_ACTION ITEM:_
In the entries that follow, say how many lines contain the string "column". Give no other words.

(Stored data)

⟨

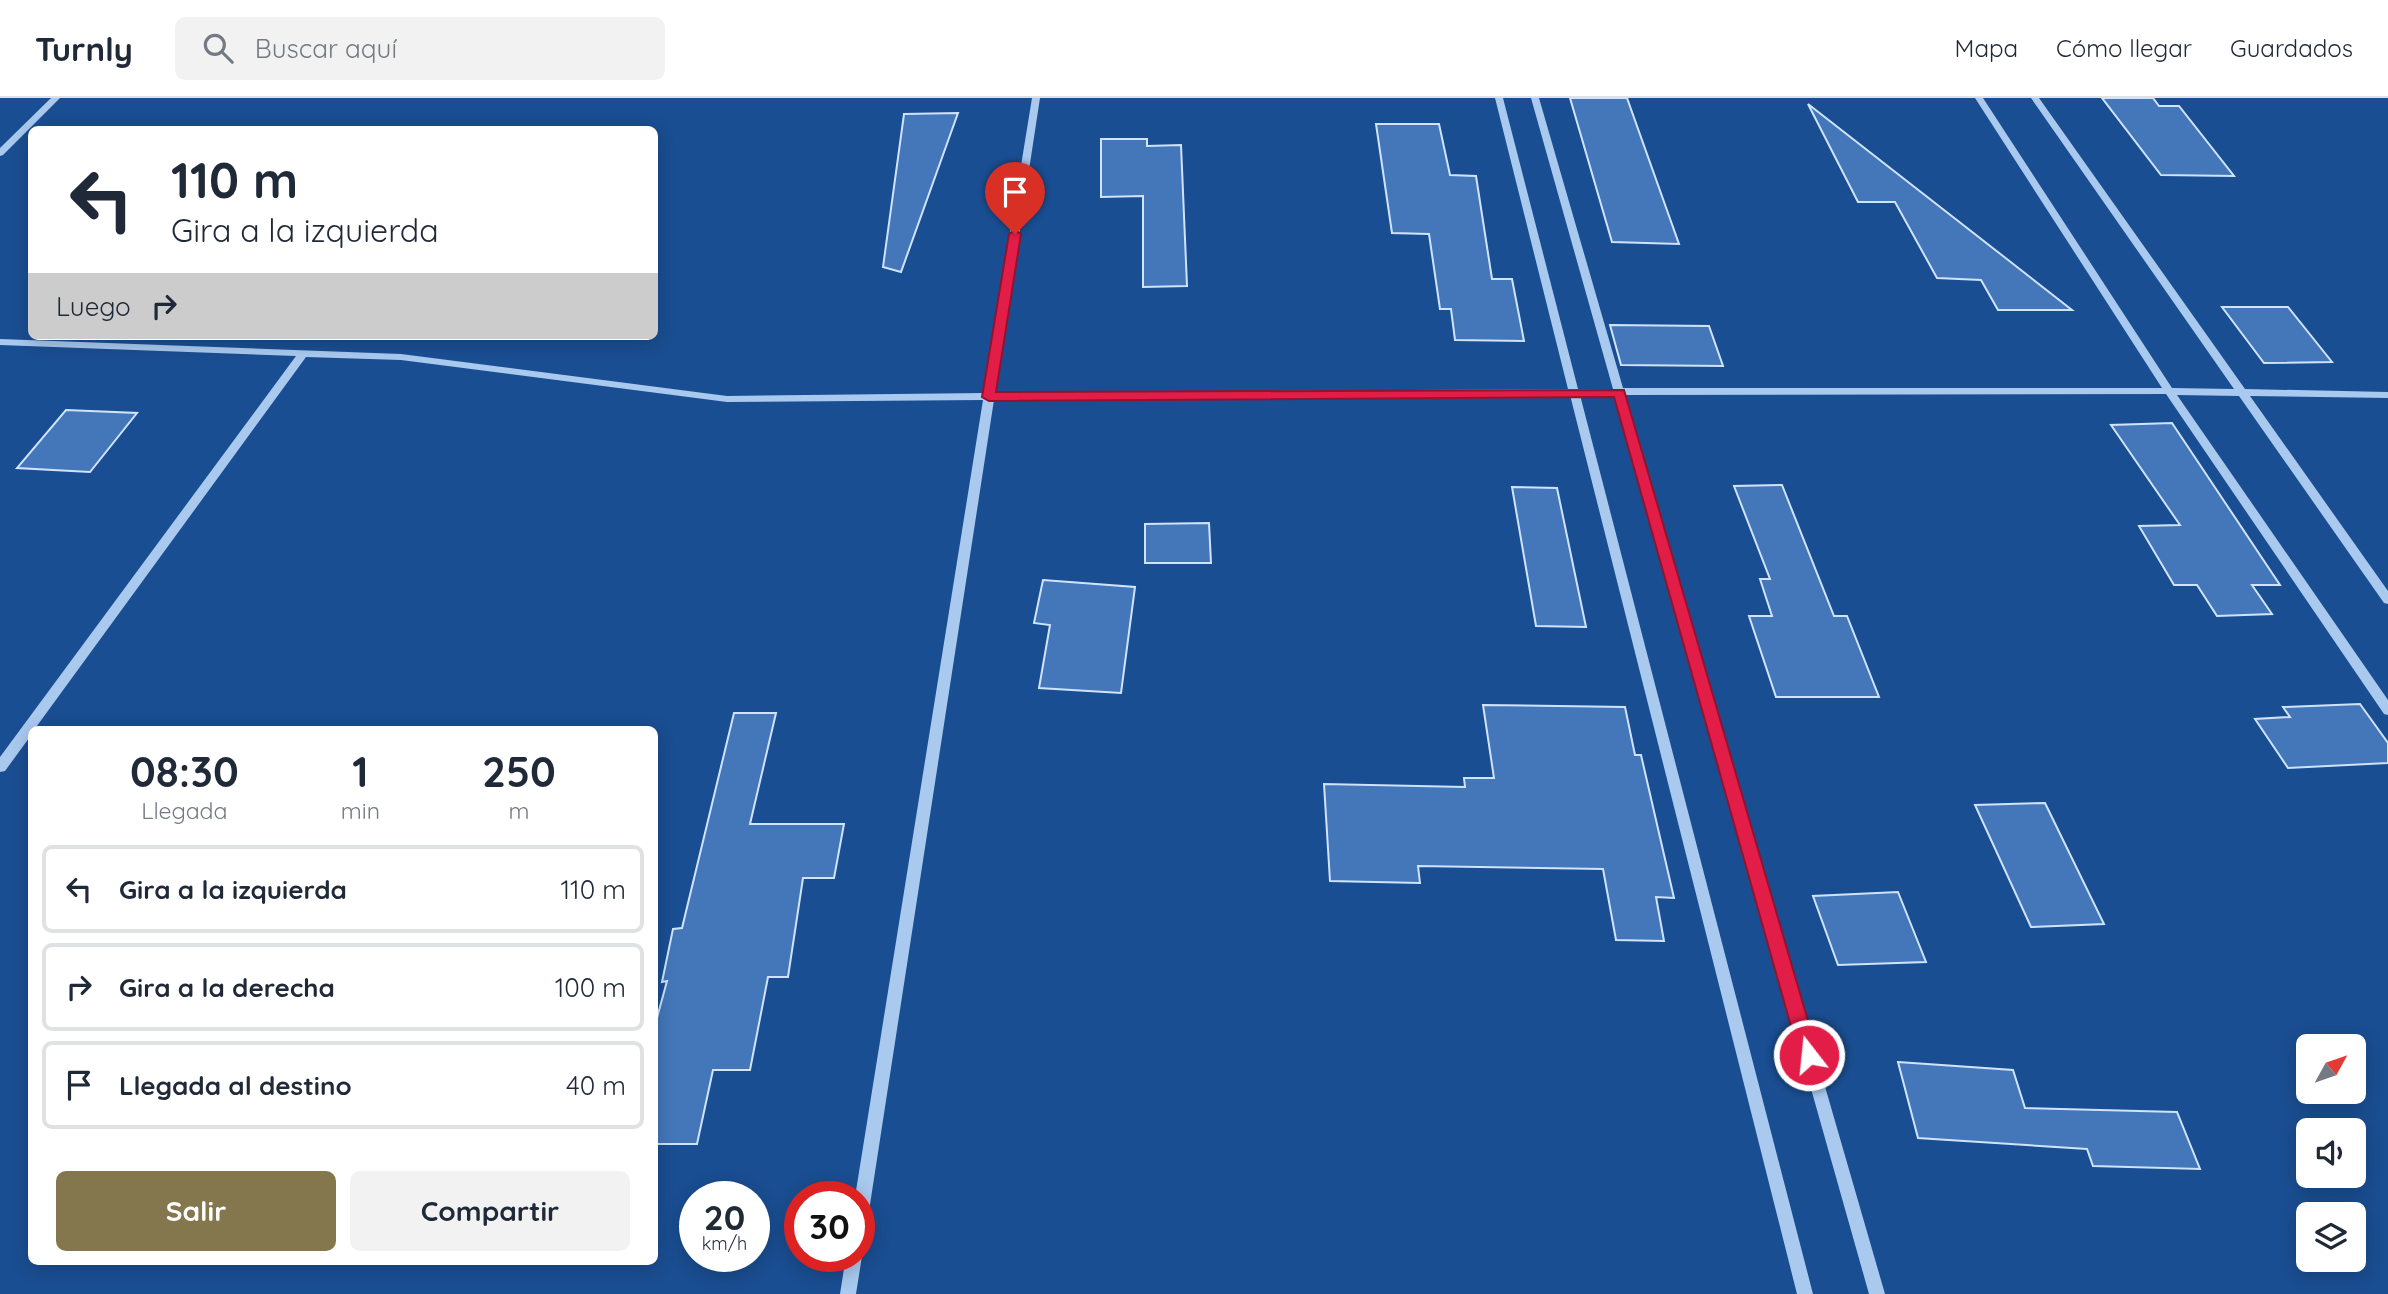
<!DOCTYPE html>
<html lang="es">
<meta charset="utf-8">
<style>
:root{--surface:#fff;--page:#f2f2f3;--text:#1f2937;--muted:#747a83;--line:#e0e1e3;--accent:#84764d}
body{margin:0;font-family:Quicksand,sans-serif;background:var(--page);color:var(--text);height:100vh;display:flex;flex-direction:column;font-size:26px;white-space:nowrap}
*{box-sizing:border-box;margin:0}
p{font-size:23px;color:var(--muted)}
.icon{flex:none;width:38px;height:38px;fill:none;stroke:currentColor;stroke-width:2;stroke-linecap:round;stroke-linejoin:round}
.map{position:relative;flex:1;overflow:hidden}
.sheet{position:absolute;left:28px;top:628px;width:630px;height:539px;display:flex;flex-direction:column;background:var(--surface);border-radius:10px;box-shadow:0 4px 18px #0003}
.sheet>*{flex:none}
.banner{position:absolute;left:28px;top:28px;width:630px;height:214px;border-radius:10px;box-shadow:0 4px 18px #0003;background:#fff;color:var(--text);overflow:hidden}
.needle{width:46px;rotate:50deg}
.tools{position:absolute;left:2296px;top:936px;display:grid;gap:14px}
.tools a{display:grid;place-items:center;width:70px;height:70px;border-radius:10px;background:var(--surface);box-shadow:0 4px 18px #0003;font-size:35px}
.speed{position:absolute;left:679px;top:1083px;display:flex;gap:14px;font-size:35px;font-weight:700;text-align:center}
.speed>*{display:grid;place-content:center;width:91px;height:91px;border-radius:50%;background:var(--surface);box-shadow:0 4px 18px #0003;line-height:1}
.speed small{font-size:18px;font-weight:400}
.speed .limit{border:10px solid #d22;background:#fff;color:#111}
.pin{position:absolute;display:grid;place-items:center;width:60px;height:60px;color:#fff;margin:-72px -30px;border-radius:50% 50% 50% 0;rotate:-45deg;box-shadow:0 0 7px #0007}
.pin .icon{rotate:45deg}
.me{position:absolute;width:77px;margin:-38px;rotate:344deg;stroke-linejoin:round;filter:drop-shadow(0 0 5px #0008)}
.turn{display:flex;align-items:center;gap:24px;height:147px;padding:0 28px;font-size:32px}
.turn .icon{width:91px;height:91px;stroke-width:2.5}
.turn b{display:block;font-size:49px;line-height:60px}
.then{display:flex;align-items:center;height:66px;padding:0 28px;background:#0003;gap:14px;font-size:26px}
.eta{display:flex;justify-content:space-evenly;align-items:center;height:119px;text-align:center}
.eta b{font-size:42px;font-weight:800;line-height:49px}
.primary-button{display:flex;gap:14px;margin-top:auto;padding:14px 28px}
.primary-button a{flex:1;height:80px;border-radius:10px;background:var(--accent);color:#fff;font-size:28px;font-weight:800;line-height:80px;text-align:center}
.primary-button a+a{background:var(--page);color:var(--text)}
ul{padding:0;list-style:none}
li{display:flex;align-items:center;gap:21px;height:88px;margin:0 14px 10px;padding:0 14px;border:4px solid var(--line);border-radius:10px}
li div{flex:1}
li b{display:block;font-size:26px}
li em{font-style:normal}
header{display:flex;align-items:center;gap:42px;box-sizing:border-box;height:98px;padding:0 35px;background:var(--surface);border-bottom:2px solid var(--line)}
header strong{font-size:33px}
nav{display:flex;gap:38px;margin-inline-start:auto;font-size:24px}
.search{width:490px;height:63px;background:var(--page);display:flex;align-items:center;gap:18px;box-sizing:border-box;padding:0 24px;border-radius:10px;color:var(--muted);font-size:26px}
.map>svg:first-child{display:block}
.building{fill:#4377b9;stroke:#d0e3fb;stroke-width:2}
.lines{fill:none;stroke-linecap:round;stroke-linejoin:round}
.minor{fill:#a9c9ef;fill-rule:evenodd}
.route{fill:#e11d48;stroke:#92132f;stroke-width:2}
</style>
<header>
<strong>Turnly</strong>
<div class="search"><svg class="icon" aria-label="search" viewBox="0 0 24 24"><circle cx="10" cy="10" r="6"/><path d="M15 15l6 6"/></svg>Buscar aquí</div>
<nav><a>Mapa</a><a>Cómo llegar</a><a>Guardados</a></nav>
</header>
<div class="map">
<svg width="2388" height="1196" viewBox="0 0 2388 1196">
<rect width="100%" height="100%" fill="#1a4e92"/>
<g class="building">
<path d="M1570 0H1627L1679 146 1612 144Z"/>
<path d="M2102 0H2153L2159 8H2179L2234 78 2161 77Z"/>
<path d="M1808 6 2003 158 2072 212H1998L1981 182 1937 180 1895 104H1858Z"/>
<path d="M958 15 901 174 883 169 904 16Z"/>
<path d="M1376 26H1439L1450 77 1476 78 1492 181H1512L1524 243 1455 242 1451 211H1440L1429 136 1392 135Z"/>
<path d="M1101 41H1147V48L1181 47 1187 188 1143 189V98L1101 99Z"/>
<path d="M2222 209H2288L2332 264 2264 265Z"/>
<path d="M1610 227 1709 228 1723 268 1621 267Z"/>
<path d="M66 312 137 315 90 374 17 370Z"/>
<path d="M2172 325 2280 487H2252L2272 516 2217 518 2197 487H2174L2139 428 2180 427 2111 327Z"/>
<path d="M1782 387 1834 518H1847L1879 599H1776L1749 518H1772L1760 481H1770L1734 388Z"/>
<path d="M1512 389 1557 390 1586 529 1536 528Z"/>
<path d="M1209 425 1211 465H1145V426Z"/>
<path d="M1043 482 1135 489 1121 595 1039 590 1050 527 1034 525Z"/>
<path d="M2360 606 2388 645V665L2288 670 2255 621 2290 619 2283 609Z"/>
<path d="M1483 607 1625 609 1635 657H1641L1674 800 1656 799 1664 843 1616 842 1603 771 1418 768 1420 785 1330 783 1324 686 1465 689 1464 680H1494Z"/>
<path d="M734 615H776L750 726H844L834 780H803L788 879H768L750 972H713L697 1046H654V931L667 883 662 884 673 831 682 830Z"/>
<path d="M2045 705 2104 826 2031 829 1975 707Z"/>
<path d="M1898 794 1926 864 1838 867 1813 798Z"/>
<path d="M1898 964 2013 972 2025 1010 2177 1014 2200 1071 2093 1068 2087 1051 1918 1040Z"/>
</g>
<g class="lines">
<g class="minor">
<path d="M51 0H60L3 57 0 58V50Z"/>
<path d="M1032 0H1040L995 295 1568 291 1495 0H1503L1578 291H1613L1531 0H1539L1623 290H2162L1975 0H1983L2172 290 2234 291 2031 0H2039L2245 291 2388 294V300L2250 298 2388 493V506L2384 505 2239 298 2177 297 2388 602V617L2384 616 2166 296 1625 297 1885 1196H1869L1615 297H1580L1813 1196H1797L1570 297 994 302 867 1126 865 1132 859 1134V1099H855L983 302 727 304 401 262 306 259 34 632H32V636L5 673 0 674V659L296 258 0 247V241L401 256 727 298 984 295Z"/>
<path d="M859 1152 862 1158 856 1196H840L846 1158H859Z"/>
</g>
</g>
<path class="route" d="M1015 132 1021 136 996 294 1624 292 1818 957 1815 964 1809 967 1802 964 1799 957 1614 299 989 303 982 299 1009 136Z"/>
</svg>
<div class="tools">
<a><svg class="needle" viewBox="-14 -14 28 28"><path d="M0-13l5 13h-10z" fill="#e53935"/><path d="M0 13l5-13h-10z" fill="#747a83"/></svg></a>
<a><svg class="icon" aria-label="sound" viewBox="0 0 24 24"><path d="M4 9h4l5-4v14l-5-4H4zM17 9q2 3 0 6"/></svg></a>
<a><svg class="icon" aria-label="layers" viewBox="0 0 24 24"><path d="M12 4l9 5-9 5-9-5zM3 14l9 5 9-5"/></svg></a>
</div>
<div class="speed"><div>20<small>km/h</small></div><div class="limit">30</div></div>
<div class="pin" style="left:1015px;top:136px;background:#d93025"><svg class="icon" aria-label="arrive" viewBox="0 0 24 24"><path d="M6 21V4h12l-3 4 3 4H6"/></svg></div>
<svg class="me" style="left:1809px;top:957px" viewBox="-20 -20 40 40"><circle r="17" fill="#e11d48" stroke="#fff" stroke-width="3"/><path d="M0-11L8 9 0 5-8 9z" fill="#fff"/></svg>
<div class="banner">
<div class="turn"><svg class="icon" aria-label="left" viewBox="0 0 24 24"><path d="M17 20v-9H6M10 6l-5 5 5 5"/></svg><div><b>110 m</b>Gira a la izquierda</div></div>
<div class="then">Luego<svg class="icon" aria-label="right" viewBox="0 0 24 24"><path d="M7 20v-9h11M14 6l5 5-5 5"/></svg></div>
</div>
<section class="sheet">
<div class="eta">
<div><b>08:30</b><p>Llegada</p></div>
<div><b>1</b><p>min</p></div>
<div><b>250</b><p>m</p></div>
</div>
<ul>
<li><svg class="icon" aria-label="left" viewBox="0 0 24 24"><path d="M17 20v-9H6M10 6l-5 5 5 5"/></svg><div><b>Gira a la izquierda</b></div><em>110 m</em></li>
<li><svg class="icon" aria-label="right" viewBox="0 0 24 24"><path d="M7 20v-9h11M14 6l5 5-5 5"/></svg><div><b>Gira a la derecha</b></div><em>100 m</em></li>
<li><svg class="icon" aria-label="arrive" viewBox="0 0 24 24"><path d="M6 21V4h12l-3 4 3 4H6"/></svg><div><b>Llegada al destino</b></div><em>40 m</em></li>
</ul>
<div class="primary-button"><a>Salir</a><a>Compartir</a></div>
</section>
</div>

⟩

_TASK SOLUTION:_
2